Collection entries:
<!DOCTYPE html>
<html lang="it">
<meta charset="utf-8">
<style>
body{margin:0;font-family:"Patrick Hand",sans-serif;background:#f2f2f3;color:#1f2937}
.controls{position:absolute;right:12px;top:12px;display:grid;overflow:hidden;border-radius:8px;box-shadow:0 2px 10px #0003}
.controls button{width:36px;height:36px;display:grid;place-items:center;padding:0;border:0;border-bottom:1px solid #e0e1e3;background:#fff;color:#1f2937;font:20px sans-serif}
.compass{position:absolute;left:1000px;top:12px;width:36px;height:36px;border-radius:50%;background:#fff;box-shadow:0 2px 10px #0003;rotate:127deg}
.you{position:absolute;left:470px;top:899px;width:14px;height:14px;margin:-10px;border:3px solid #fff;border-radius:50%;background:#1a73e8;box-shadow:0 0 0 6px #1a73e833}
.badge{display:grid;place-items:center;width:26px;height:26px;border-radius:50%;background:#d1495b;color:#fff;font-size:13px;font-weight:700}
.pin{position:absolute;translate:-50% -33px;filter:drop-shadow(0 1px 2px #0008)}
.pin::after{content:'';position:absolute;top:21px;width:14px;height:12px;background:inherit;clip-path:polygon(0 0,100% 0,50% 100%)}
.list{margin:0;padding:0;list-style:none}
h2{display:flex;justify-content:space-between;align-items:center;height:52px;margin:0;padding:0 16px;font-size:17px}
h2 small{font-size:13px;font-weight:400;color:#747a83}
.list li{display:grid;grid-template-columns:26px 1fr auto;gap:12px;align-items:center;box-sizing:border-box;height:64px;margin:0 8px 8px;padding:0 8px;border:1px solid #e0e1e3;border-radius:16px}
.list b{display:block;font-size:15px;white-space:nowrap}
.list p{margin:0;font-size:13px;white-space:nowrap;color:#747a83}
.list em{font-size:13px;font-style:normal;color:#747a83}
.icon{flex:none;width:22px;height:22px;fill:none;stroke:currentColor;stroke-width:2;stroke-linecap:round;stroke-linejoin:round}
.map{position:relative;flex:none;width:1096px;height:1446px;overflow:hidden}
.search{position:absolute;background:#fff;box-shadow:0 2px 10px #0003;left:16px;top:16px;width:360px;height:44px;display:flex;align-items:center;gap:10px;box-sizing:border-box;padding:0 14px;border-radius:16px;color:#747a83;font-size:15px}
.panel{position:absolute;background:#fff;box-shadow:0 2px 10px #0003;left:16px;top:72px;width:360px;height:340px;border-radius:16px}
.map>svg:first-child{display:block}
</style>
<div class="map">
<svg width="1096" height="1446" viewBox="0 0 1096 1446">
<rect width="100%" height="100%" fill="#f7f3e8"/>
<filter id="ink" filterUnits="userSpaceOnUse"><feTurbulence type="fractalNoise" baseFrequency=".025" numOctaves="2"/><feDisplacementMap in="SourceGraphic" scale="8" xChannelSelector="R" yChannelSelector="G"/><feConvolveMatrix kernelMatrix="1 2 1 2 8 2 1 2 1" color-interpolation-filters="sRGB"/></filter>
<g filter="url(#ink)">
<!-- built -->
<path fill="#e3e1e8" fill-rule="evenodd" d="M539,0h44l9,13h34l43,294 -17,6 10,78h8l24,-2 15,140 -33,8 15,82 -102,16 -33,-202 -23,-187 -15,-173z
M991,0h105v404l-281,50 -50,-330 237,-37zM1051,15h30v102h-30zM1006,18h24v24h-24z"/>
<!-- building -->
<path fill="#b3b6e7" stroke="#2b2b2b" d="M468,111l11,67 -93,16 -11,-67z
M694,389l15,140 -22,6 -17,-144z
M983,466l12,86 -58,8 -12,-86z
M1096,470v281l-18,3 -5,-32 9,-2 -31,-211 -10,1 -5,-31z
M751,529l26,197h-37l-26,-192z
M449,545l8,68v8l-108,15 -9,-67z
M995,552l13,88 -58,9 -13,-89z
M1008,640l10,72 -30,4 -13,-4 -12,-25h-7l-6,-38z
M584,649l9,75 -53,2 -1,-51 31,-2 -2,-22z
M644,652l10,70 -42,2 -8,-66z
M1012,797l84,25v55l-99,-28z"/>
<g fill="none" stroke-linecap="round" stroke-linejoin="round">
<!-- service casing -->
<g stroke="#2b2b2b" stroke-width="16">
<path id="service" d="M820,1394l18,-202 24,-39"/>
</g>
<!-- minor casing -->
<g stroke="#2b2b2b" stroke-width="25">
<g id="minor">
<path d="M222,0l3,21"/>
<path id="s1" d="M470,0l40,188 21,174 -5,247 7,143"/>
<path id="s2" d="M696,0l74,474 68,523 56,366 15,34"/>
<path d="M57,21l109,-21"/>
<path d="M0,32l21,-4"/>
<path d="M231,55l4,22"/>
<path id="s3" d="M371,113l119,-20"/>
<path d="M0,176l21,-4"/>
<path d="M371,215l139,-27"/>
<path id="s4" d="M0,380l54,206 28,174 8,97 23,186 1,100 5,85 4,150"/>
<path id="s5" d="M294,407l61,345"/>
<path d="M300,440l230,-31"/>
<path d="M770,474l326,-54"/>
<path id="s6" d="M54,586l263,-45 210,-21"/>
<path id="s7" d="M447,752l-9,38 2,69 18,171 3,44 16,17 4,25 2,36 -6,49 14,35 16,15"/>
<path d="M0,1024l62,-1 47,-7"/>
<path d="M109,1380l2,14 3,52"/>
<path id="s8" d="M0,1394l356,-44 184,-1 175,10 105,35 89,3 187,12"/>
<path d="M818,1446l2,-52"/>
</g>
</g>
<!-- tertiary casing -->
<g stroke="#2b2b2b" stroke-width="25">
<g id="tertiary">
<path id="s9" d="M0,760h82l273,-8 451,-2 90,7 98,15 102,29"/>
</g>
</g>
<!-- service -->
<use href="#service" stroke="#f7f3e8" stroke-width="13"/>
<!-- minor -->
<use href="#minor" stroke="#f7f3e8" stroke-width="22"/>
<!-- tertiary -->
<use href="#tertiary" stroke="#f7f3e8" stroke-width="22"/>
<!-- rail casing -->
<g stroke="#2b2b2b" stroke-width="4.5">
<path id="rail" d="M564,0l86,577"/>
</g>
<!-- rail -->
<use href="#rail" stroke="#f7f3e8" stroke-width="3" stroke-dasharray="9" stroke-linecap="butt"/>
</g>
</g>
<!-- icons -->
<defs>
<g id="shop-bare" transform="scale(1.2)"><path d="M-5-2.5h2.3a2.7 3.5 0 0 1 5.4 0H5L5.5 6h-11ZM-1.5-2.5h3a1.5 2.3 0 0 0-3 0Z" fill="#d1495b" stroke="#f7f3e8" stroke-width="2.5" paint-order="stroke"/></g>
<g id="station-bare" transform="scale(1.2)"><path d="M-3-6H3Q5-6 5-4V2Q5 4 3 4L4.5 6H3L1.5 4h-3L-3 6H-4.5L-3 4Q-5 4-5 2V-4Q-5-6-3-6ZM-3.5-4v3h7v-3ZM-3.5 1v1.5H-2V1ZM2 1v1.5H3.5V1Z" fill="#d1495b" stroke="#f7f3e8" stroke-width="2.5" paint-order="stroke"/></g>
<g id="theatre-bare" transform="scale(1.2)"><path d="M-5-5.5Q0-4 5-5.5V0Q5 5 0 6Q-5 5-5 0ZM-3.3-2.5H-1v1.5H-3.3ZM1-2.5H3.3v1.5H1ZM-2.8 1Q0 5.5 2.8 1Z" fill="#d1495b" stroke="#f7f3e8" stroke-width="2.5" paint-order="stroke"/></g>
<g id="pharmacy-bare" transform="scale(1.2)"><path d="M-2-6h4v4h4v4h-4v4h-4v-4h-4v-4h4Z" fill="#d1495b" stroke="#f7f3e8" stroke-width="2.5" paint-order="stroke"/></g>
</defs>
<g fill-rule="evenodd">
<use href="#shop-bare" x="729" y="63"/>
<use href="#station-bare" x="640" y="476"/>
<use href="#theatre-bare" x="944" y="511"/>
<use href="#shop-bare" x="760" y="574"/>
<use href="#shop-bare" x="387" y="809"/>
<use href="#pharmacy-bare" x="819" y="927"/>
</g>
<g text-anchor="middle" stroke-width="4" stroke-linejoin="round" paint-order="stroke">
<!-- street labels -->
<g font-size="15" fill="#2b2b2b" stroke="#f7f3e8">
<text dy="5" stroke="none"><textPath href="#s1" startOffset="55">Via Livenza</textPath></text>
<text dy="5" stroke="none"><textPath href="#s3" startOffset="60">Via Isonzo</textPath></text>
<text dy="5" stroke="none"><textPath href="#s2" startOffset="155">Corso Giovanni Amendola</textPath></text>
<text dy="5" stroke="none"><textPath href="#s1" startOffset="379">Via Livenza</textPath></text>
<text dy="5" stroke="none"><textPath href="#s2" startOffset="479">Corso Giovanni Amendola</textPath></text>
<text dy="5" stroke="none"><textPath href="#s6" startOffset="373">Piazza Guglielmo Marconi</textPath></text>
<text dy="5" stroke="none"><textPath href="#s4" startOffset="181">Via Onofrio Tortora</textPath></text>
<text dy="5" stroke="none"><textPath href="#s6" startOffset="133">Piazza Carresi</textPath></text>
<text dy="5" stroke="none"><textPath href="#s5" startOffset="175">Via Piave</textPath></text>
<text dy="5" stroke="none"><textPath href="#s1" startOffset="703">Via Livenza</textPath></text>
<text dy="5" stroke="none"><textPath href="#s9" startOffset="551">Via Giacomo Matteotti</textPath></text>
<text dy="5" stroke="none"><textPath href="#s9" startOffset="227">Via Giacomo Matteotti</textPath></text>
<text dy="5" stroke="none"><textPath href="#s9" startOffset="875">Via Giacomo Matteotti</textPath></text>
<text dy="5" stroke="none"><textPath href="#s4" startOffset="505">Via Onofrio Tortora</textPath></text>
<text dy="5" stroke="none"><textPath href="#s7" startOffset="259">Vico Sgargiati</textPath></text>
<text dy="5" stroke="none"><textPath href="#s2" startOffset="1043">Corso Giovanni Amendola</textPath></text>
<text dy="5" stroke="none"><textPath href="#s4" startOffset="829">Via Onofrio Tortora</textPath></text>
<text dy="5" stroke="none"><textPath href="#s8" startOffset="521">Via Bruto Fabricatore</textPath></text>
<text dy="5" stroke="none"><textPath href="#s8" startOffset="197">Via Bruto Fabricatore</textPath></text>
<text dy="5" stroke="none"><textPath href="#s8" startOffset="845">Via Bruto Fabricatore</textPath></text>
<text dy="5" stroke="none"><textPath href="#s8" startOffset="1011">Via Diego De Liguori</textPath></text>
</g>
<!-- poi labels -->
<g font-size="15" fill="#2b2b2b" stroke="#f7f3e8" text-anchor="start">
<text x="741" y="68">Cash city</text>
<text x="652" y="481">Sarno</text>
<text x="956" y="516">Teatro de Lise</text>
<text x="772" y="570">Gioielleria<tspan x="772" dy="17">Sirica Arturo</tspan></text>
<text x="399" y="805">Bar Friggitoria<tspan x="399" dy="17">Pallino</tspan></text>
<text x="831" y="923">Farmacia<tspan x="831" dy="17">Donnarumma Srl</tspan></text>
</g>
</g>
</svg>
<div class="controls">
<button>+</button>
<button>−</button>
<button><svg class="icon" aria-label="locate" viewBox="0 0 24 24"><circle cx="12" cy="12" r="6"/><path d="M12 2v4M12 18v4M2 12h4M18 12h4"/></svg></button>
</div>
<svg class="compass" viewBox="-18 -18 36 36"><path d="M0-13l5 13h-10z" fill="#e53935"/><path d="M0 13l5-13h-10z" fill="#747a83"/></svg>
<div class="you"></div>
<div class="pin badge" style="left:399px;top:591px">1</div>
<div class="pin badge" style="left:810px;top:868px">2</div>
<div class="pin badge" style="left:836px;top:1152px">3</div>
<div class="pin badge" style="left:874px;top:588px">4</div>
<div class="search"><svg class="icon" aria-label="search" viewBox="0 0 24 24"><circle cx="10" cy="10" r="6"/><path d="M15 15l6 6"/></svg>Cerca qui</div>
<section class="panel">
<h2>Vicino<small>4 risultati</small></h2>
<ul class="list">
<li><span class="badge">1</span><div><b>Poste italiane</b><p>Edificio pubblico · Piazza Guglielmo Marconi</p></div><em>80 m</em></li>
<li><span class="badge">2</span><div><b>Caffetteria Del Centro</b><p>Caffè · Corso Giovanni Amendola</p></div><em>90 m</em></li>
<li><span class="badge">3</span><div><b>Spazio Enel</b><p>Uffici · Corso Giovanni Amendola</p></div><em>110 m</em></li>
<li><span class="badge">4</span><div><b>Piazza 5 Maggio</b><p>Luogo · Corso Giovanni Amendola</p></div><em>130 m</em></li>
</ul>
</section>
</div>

Exercise directions –
Copy all lines from the entries that contain the word "solid".

Written solution –
.controls button{width:36px;height:36px;display:grid;place-items:center;padding:0;border:0;border-bottom:1px solid #e0e1e3;background:#fff;color:#1f2937;font:20px sans-serif}
.you{position:absolute;left:470px;top:899px;width:14px;height:14px;margin:-10px;border:3px solid #fff;border-radius:50%;background:#1a73e8;box-shadow:0 0 0 6px #1a73e833}
.list li{display:grid;grid-template-columns:26px 1fr auto;gap:12px;align-items:center;box-sizing:border-box;height:64px;margin:0 8px 8px;padding:0 8px;border:1px solid #e0e1e3;border-radius:16px}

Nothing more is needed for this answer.